# Wall paper over drywall?



## chrisn (Dec 23, 2007)

I sure cannot tell what it is from that pic.


----------



## Sir MixAlot (Apr 4, 2008)

It looks like the brown drywall paper that's underneath the outer grey drywall paper. Prime it with Gardz (they sell it at Home Depot) >skim coat that area twice > add a little texture > prime again > paint. :thumbsup:


----------



## Nestor_Kelebay (Jun 17, 2008)

Conn:

That's "Gyproc Lath".

Buildings built prior to the 1940's had wood lath, which were strips of wood nailed to the studs. Then base coat plaster would be applied to the wood lath. Then, a top coat of lime putty based plaster would be applied over the base coat plaster, and that was your wall.

Drywall you know about.

In the 1950's and early 1960's, they used something called Gyproc Lath, which was basically 16 inch (I think) by 4 foot sheets of drywall with brown paper on both sides. The sheets would be nailed to the wall with only about 1/8 inch of space between them. Then a base coat plaster would be applied to the Gyproc Lath, and finally a gauging coat of lime putty based plaster would be applied over top of that.

I would paint that exposed brown paper with some white wood glue diluted with water so that it's absorbed into the brown paper. Also paint the surrounding surfaces you want your base coat plaster to stick to with that diluted glue. Now, you COULD go out and buy a bag of base coat plaster for $10 to $15 that will last you a lifetime, or you could just mix some perlite (from any garden store) into your joint compound as a filler, and use that as your base coat plaster. Spread that as smoothly over the missing plaster as you can, but don't fill it completely because you need room for your top coat. Allow time to dry.

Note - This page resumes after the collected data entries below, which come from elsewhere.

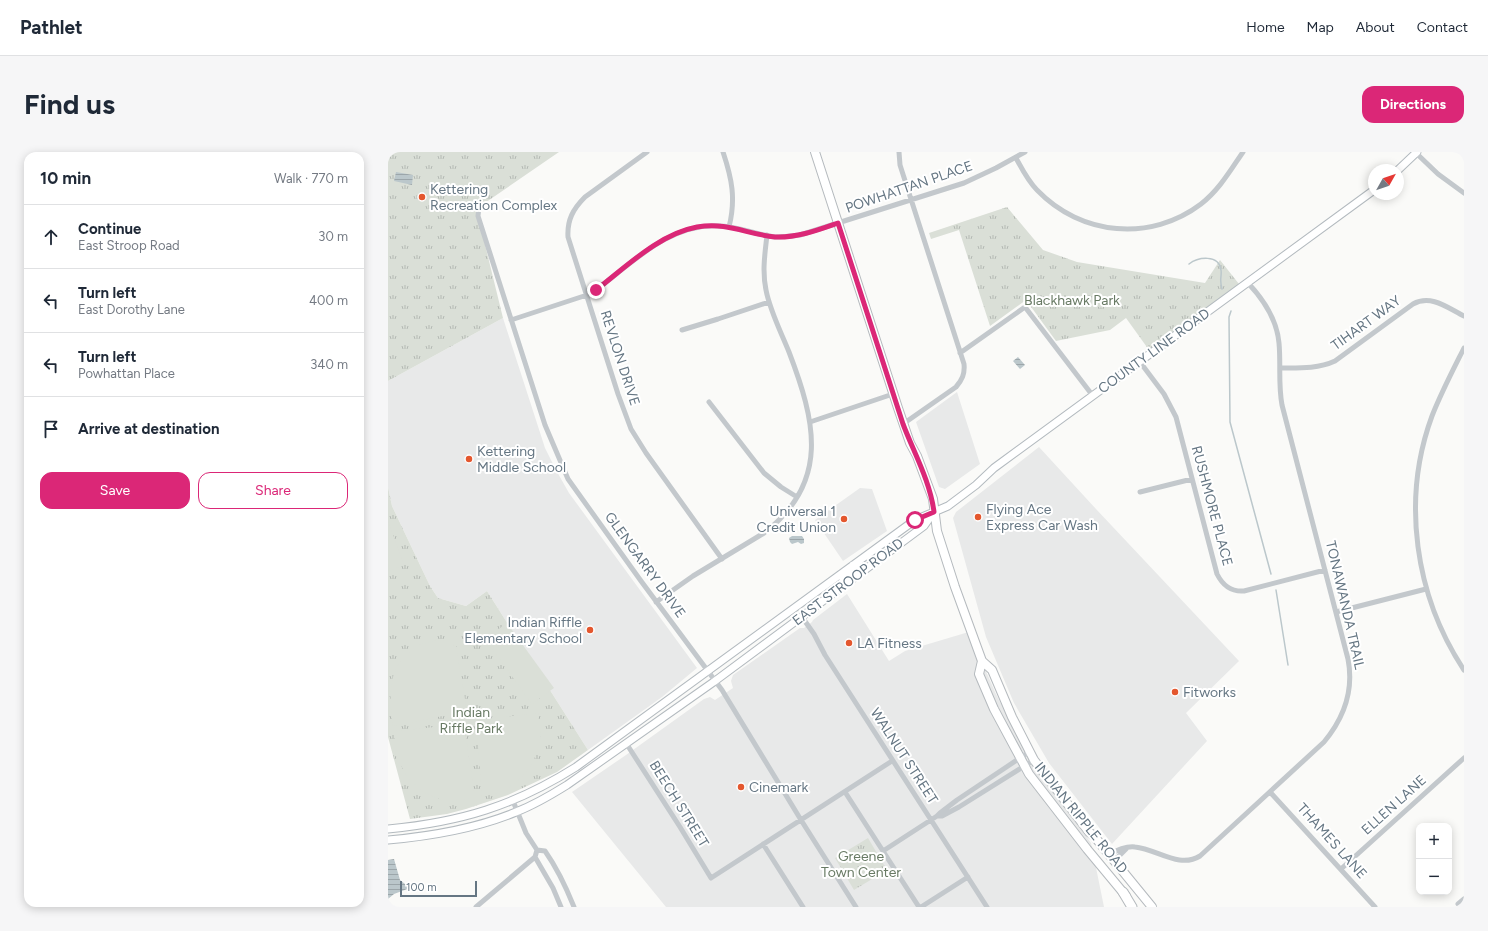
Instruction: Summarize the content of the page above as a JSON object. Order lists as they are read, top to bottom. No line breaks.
{"streets":{"main road":["COUNTY LINE ROAD","EAST STROOP ROAD","INDIAN RIPPLE ROAD"],"street":["POWHATTAN PLACE","TIHART WAY","REVLON DRIVE","RUSHMORE PLACE","GLENGARRY DRIVE","TONAWANDA TRAIL","WALNUT STREET","BEECH STREET","ELLEN LANE","THAMES LANE"]},"crossings":[["POWHATTAN PLACE","REVLON DRIVE"],["POWHATTAN PLACE","GLENGARRY DRIVE"],["POWHATTAN PLACE","INDIAN RIPPLE ROAD"],["TIHART WAY","TONAWANDA TRAIL"],["COUNTY LINE ROAD","RUSHMORE PLACE"],["COUNTY LINE ROAD","EAST STROOP ROAD"],["COUNTY LINE ROAD","TONAWANDA TRAIL"],["COUNTY LINE ROAD","INDIAN RIPPLE ROAD"],["RUSHMORE PLACE","TONAWANDA TRAIL"],["GLENGARRY DRIVE","EAST STROOP ROAD"],["EAST STROOP ROAD","WALNUT STREET"],["EAST STROOP ROAD","BEECH STREET"],["EAST STROOP ROAD","INDIAN RIPPLE ROAD"],["TONAWANDA TRAIL","INDIAN RIPPLE ROAD"],["TONAWANDA TRAIL","THAMES LANE"],["ELLEN LANE","THAMES LANE"]],"parks":["Blackhawk Park","Indian Riffle Park","Greene Town Center"],"places":["Kettering Recreation Complex","Kettering Middle School","Flying Ace Express Car Wash","Universal 1 Credit Union","Indian Riffle Elementary School","LA Fitness","Fitworks","Cinemark"],"scale_bar":"100 m","north":"top right","page":{"header":"Pathlet","nav":["Home","Map","About","Contact"],"buttons":["Directions",["Save","Share"]],"title":"Find us","heading":["10 min","Walk · 770 m"],"list":[["Continue","East Stroop Road","30 m"],["Turn left","East Dorothy Lane","400 m"],["Turn left","Powhattan Place","340 m"],"Arrive at destination"],"map_buttons":["+","−"],"scale":"100 m"}}
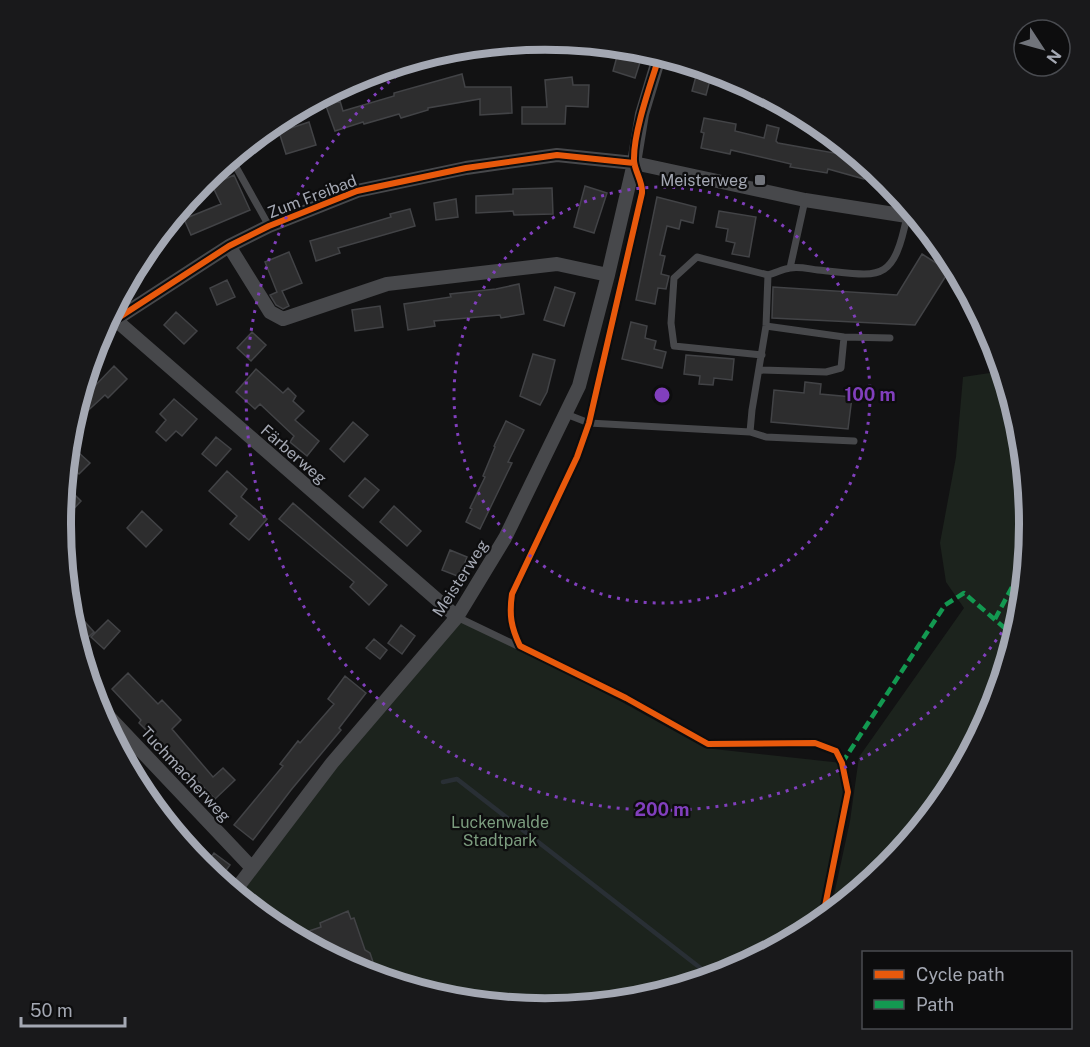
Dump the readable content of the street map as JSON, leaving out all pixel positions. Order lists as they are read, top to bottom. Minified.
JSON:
{"streets":{"street":["Zum Freibad","Färberweg","Meisterweg","Tuchmacherweg"]},"crossings":[["Zum Freibad","Meisterweg"],["Färberweg","Meisterweg"],["Meisterweg","Tuchmacherweg"]],"parks":["Luckenwalde Stadtpark"],"places":{"transit":["Meisterweg"]},"legend":["Cycle path","Path"],"scale_bar":"50 m","north":"bottom right","rings":["100 m","200 m"]}
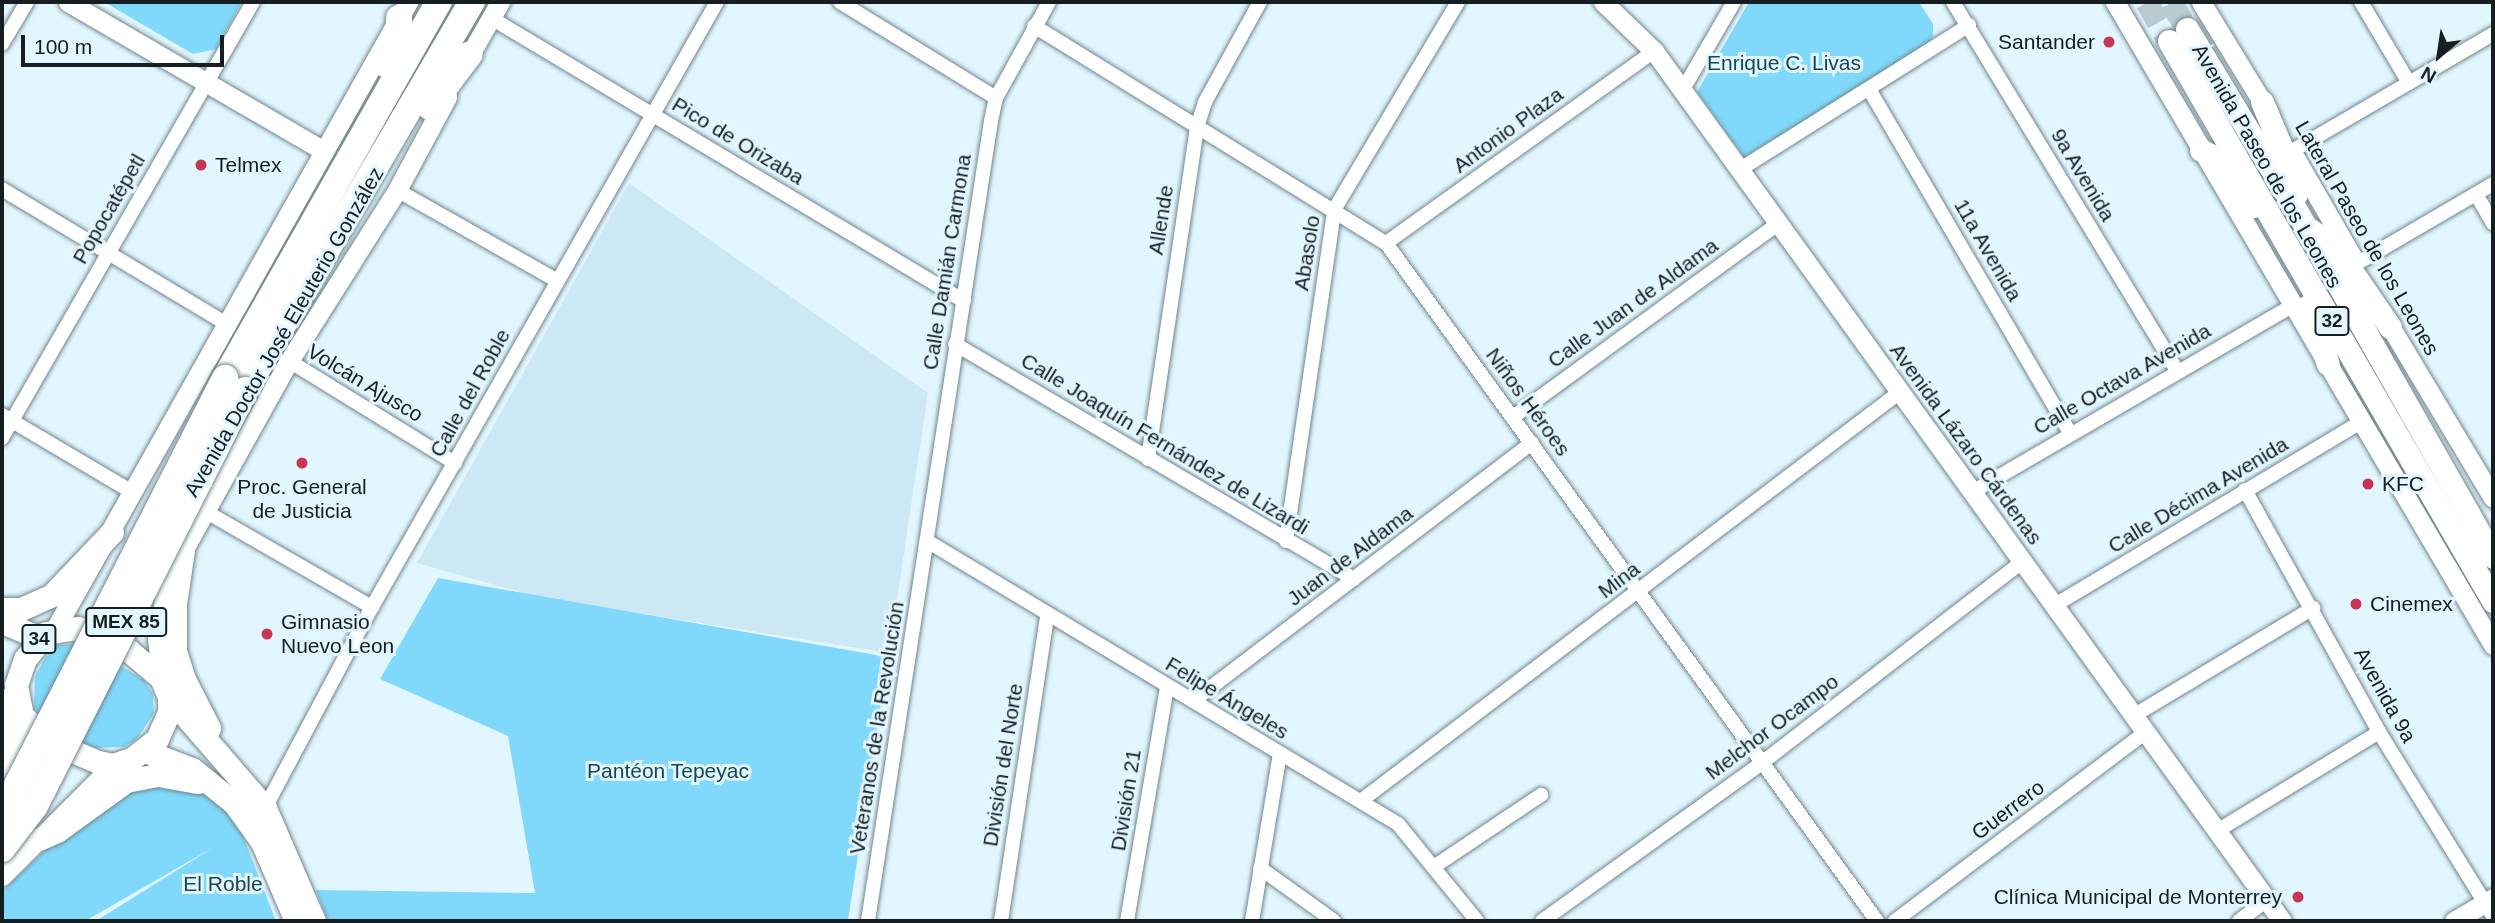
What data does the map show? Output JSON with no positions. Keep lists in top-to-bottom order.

Then, just use ordinary joint compound over top of that perlite/jointcompound mixture, sand smooth, prime and paint.

You COULD simply paint the diluted white wood glue on, and then fill the whole thing with joint compound. That would work too, but if you have a home with gyproc lath walls, you might be better off learning how to fix them correctly. Maybe, it would be a good idea to drop into any place that sells plastering supplies and buy a bag of base coat plaster. I really like Georgia Pacific's Perlite Admix Hardwall as a base coat plaster. My second choice would be USG's "Structolite". Mix some up with water and use it to fill that cavity about 1/8 inch shy of being flush with the surrounding wall. Allow time to dry, and then apply joint compound to make the repair flush with the surrounding wall. Sand smooth, prime and paint.

Gyproc lath is kinda like the missing link between wood lath and drywall. It was basically drywall, but smaller in size, with brown paper on both sides and without tapered edges. Lots (probably most) of buildings built in the 50's and 60's have it. Drywall evolved from gyproc lath.


----------



## Nestor_Kelebay (Jun 17, 2008)

PS:

There's no such thing as "gyproc". Gyproc (pronounced "jip rok") was the trade name given to the stuff by the company that made it because of it's gypsum core, and the name stuck and applied to the stuff regardless of who made it, just like "Q-tip", "Skidoo" or "Kleenex". Where I live, it's common for old timers to refer to drywall as "gyproc" because drywall was just the logical evolution of gyproc and because of the striking similarities between them.

From your photo, it looks like whomever did that ceiling simply nailed up the gyproc lath, and then put the top "gauging" coat on (the white top coat) with little to no base coat plaster being put on first. If that cavity isn't very deep, you could probably get away with painting with dilute white wood glue and then just filling it with drywall joint compound. It doesn't look like there was hardly any base coat plaster used from what I can see in your photo.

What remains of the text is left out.